I think you're overthinking it. The first thing you're told when you learn algebra is that a letter represents a number and you can say "let a equal (number), b equal (number)..." so you can let pi equal whatever you want for the purposes of one simple problem.
Well, if we want to be pedantic, they never said that h is the height and r is the radius of the base circle. They could be just random numbers.
Also, since we never calculate with all the digits of pi, it is not any less weird to round to the nearest 5 and say that it's 5, than to the nearest 0.01 and saying it's 3.14. It just has a higher amount of rounding error.
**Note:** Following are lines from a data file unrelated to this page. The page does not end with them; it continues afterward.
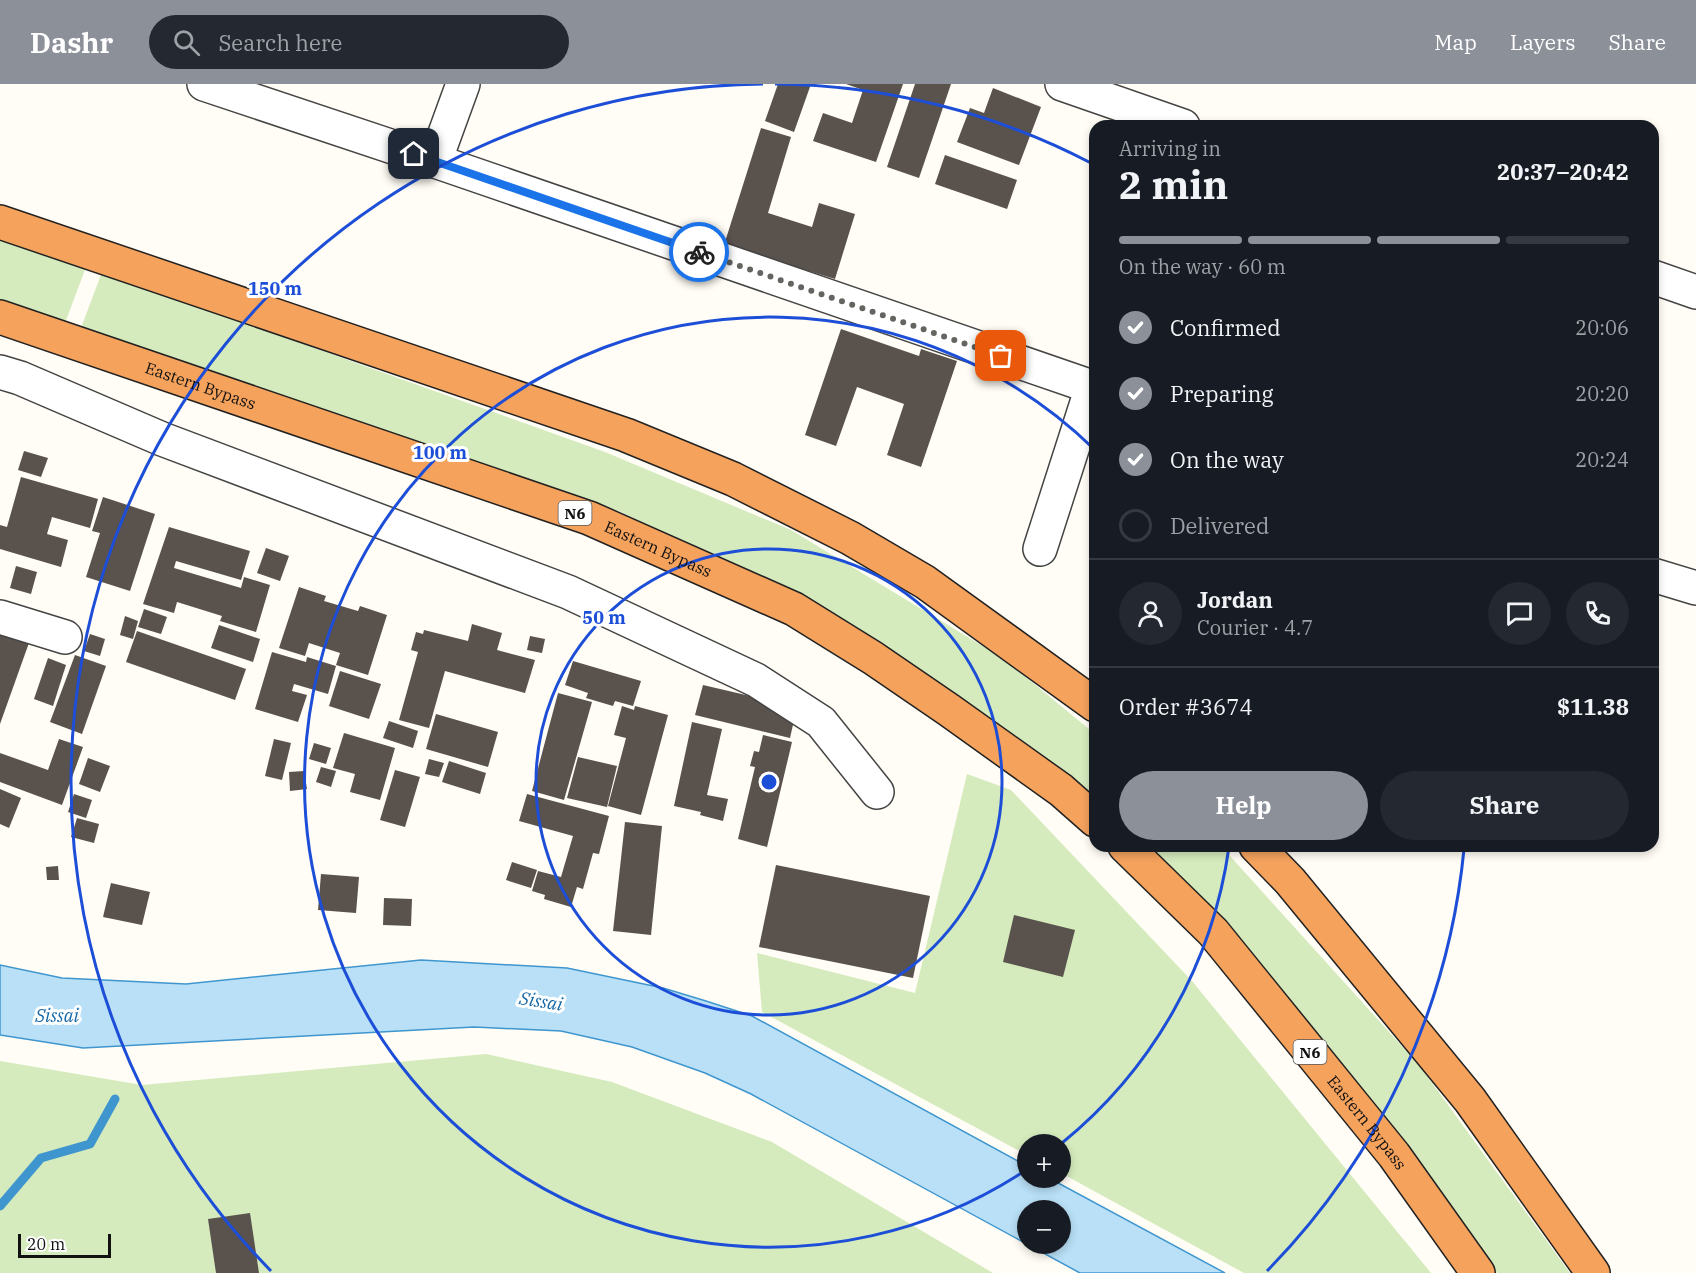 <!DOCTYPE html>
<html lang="en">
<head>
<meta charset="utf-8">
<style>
	body { margin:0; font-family:"IBM Plex Serif",serif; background:#242831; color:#f1f3f6; height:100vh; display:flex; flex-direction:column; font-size:22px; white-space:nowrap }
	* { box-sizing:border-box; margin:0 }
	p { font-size:20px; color:#9ea1a6 }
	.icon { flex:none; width:33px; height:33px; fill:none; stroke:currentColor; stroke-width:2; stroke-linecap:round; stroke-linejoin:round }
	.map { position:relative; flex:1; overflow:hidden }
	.drawer { position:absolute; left:1089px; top:36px; width:570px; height:732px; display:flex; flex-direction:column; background:#171b24; border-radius:18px; box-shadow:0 3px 9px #0003 }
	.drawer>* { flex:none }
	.tools { position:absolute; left:1017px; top:1050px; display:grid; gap:12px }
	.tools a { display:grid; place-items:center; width:54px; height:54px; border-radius:50%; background:#171b24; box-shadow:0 3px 9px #0003; font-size:30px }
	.scale { position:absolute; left:18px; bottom:15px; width:93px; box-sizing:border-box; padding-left:6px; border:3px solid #111; border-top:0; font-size:16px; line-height:21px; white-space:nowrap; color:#111; -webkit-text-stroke:4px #fff; paint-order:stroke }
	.pin { position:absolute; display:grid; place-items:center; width:51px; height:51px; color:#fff; margin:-26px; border-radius:12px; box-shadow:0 3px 9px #0006 }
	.courier { position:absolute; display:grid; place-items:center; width:60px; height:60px; margin:-30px; border:4px solid #1a73e8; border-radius:50%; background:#fff; color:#222; box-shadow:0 2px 8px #0007 }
	.head em { font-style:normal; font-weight:800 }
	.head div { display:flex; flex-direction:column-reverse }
	.head { display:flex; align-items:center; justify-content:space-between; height:102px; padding:0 30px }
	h1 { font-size:39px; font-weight:800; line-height:45px }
	.bar { display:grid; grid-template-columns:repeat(4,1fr); gap:9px 6px; align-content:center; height:72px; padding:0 30px }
	.bar i { height:8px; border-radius:4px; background:#363941 }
	.bar .current { background:#8c9099 }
	.bar p { grid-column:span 4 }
	.line { display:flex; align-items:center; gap:15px; padding:0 30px; border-top:2px solid #363941 }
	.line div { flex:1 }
	.round { display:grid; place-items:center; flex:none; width:63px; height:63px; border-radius:32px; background:#242831 }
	ol { padding:0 30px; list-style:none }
	li { display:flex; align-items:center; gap:18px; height:66px }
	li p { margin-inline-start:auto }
	li .icon { padding:6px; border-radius:50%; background:#8c9099; color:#fff; stroke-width:4 }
	li:last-child { color:#9ea1a6 }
	li i { width:33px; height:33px; border:3px solid #363941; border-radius:50% }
	.cta { display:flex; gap:12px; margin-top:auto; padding:12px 30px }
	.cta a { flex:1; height:69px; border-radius:36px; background:#8c9099; color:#fff; font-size:24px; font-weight:800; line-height:69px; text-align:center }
	.cta a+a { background:#242831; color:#f1f3f6 }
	header { display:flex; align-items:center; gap:36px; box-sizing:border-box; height:84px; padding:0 30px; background:#8c9099; color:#fff }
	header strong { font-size:28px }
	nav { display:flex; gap:33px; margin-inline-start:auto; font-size:21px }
	.search { width:420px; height:54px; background:#242831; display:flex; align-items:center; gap:15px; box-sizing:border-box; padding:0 21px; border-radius:33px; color:#9ea1a6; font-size:22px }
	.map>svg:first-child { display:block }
	.green { fill:#d5ebbd }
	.water { fill:#b9e0f7; stroke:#3f96cf; stroke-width:1.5; fill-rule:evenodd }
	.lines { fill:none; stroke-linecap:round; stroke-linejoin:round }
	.stream { stroke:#3f96cf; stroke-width:9 }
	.building { fill:#5a524d }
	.minor-casing { stroke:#444; stroke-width:36 }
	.highway-casing { stroke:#222; stroke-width:36 }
	.minor { stroke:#fff; stroke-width:33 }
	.highway { stroke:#f5a25d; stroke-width:33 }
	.done { stroke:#646461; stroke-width:6; stroke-dasharray:0 10.8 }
	.route { stroke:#1a73e8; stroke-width:8 }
	.ring { fill:none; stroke:#1d4ed8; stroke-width:3 }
	.labels { text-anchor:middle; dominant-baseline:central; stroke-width:6; stroke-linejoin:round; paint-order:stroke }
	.shield { fill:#fff; stroke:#585858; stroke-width:1.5 }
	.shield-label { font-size:15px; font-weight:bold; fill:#111 }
	.street-label { font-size:16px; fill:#111; stroke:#fff }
	.water-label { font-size:18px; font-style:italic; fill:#1768a6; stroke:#fff }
	.centre { fill:#1d4ed8; stroke:#fff; stroke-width:3 }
	.ring-label { font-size:18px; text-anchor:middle; font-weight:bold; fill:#1d4ed8; stroke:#fff; stroke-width:6; stroke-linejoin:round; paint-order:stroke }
</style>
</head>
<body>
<header>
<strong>Dashr</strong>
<div class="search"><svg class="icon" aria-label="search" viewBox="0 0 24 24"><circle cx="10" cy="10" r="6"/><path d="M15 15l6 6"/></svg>Search here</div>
<nav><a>Map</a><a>Layers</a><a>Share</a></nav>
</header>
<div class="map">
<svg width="1696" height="1189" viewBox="0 0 1696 1189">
	<rect width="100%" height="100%" fill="#fffdf5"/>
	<g class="green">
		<polygon points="0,154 86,183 65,239 0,216"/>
		<polygon points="102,188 605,368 791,446 1004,575 1095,650 1095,731 787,511 621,428 220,294 81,244"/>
		<polygon points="967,690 1011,706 1192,897 1431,1189 1244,1189 1061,1089 1060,1060 1028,1060 1027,1071 762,928 757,869 915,909"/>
		<polygon points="1125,762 1221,762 1419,981 1570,1189 1497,1189 1444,1117"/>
		<polygon points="486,970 612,998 772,1058 993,1189 0,1189 0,977 142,1001"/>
	</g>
	<path class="water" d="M 421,876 L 567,884 L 663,904 L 706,917 L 752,932 L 1027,1082 L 1028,1094 L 1049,1094 L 1225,1189 L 1080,1189 L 751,1010 L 705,989 L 632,963 L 561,947 L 474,943 L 83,964 L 0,951 L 0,881 L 62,894 L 186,900 ZM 1028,1126 L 1060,1126 L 1060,1160 L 1028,1160 Z"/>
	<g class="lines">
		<polyline class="stream" points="0,1122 41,1074 90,1060 115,1015"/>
	</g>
	<g class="building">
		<polygon points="778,0 811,0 794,48 765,37"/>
		<polygon points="846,0 903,0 876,78 813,57 823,29 852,39 863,6"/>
		<polygon points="915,0 951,0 919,94 887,83"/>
		<polygon points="993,4 1041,23 1019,81 957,58 970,24 984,29"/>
		<polygon points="761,44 791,53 768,129 812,143 819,119 855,130 835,195 724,161"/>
		<polygon points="945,71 1017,96 1007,125 935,100"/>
		<polygon points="841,245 919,272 921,265 957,277 921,383 887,371 904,320 857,303 836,362 805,351"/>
		<polygon points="24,367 48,374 41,393 18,386"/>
		<polygon points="21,393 98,415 90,444 52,433 47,450 68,456 61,483 0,465 0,441 7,443"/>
		<polygon points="103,413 155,430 130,507 86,493 100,449 92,447"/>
		<polygon points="169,443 250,467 241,496 176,477 174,484 241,504 244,493 270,501 256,548 220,537 222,532 177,518 174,529 143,520"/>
		<polygon points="266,464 289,472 280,497 257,489"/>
		<polygon points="16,482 37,488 31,510 10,504"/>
		<polygon points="299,503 326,512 324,517 358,527 360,522 387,531 368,591 336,581 340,569 309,559 305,572 279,564"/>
		<polygon points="144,525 167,533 161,550 138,543"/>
		<polygon points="125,532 138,537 133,555 120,551"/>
		<polygon points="472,540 502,549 497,566 535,576 525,609 445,587 429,644 399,636 418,568 411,566 416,548 423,550 424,546 468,557"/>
		<polygon points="219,541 260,555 253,578 211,564"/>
		<polygon points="0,545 30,556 0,640"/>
		<polygon points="137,547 246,585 235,616 126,578"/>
		<polygon points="90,550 105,555 100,572 84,567"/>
		<polygon points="530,552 545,555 542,569 527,566"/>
		<polygon points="272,568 306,578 307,573 336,582 328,610 294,600 292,607 307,611 298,638 255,625"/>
		<polygon points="75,571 106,582 82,650 50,638"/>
		<polygon points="48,574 66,581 53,622 34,615"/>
		<polygon points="573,577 641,597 633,622 615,617 613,622 586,614 588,609 565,601"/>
		<polygon points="340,587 381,600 369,635 329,622"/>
		<polygon points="703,601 797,623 790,654 695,631"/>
		<polygon points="558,609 592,618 564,716 532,707"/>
		<polygon points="622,622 634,626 635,622 668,631 641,731 608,722 626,654 614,651"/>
		<polygon points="436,630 498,648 488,683 426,665"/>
		<polygon points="389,637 418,647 413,664 383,654"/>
		<polygon points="692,638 722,645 707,711 728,715 723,737 700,731 701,728 674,722"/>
		<polygon points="344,649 395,664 380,716 350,708 355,690 333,684"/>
		<polygon points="763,651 792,658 767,763 738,755 755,683 750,682 754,667 759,668"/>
		<polygon points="59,655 83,663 62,721 0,698 0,669 48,686"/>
		<polygon points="274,655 291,659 282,696 265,692"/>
		<polygon points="314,659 331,664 326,680 309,675"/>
		<polygon points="578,673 617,682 607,723 567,714"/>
		<polygon points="88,674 110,682 100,708 79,700"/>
		<polygon points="429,675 444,679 439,693 425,690"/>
		<polygon points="449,677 486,689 480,710 442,698"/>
		<polygon points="321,683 336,687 331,703 316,698"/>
		<polygon points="395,686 420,693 405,743 380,736"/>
		<polygon points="304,687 307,705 290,707 289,688"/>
		<polygon points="0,705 21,714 9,744 0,740"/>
		<polygon points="74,710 92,716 86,734 68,728"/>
		<polygon points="527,710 609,732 599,770 593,769 583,805 577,803 571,823 544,815 545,811 532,807 538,787 561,793 573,752 519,737"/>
		<polygon points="77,734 99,740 94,759 71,753"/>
		<polygon points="625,738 662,742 651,851 613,847"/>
		<polygon points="512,778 537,786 531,804 506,796"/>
		<polygon points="776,781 930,812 913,894 759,863"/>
		<polygon points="58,782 59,796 47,796 46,783"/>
		<polygon points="321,790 359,793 356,829 318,826"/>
		<polygon points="111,799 150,808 142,841 103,833"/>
		<polygon points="384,814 412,815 411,842 383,841"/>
		<polygon points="1014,831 1075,846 1063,893 1003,878"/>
		<polygon points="250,1129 259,1189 216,1189 208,1135"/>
	</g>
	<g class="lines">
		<g class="minor-casing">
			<g id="minor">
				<polyline points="204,0 435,77 1095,304"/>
				<polyline points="1062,0 1183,42"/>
				<polyline points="435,77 463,0"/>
				<polyline points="1653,193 1696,208"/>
				<polyline points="0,288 20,294 162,355 568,508 756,596 821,638 877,708"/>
				<polyline points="1040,465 1092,303"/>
				<polyline points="1653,491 1696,504"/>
				<polyline points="0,533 65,553"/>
			</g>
		</g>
		<g class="highway-casing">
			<g id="highway">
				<polyline points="0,138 626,351 733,395 850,454 925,498 1095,621"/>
				<path id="s1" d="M 0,233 L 589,434 L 794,525 L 873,574 L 949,626 L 1061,706 L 1095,736"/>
				<path id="s2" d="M 1125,762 L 1213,848 L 1394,1071 L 1478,1189"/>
				<polyline points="1256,762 1290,797 1470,1016 1593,1189"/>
			</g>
		</g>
		<use href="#minor" class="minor"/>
		<use href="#highway" class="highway"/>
	</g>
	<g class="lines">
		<polyline class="done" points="699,168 1001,272"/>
		<polyline class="route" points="414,70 699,168"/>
	</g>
	<g class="ring">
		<circle cx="769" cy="698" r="233"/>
		<path d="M1229 763A465 465 0 0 1 1062 1059M1026 1086A465 465 0 1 1 1095 366"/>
		<path d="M1464 765A698 698 0 0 1 1267 1187M271 1187A698 698 0 0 1 763 0M775 0A698 698 0 0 1 1091 79"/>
	</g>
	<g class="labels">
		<g class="shield">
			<rect x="558.5" y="417" width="33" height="24" rx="4.5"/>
			<rect x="1293.5" y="956" width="33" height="24" rx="4.5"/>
		</g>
		<g class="shield-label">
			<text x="575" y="429">N6</text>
			<text x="1310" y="968">N6</text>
		</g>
		<g class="street-label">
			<text stroke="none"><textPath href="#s1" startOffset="212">Eastern Bypass</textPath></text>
			<text stroke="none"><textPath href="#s1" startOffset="698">Eastern Bypass</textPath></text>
			<text stroke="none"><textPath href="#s2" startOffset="368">Eastern Bypass</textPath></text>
		</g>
		<g class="water-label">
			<text transform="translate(541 917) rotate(9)">Sissai</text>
			<text x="57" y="931">Sissai</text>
		</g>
	</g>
	<circle cx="769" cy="698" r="9" class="centre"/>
	<g class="ring-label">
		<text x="275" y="211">150 m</text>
		<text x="440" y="375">100 m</text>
		<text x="604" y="540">50 m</text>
	</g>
</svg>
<div class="tools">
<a>+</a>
<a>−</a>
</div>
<div class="scale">20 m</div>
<div class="pin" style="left:1001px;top:272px;background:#ea580c"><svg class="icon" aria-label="bag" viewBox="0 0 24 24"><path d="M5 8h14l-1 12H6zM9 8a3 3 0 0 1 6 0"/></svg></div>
<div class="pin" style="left:414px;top:70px;background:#1f2937"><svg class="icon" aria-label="home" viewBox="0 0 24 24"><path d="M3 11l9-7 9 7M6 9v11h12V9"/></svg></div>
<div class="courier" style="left:699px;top:168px"><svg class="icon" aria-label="bike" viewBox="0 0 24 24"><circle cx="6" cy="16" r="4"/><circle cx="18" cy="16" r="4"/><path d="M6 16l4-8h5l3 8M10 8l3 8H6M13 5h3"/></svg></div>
<section class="drawer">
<div class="head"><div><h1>2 min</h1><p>Arriving in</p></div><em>20:37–20:42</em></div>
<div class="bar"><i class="current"></i><i class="current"></i><i class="current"></i><i></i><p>On the way · 60 m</p></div>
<ol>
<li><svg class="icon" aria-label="check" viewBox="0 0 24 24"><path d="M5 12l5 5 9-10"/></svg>Confirmed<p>20:06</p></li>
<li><svg class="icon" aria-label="check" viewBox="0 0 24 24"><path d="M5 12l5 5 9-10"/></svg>Preparing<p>20:20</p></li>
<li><svg class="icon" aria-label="check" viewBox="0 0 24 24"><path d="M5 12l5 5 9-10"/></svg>On the way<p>20:24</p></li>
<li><i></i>Delivered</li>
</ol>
<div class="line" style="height:108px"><a class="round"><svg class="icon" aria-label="person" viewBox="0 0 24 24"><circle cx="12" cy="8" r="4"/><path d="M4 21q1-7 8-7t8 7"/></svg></a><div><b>Jordan</b><p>Courier · 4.7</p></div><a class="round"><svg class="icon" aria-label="chat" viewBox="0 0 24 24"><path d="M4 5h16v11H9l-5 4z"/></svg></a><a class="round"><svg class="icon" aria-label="phone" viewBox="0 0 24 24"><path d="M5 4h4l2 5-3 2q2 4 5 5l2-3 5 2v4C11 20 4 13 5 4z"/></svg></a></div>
<div class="line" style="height:78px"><div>Order #3674</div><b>$11.38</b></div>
<div class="cta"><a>Help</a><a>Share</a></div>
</section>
</div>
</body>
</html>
Except pi isn't a variable. It is a known value that we refer to as pi for convenience, and pi is a fundamental aspect of how a circle is. Saying "let pi equal 5" is all fine and well but is physically impossible, you will not be determining the volume of a cylinder if you let pi equal 5, because the ratio of a circle does not equal 5, it equals 3.14
But I suppose part of solving a maths problem is staying within the confines of the question and listening to instructions, so if someone says "using pi equals 5", I'd just use pi equals five and take my point with grace.
I think it’s actually a very interesting question. Pi does not equal 5 in our universe, but perhaps we can think of a meaningful universe where it does? Perhaps some mathematicians/physicists can chime in?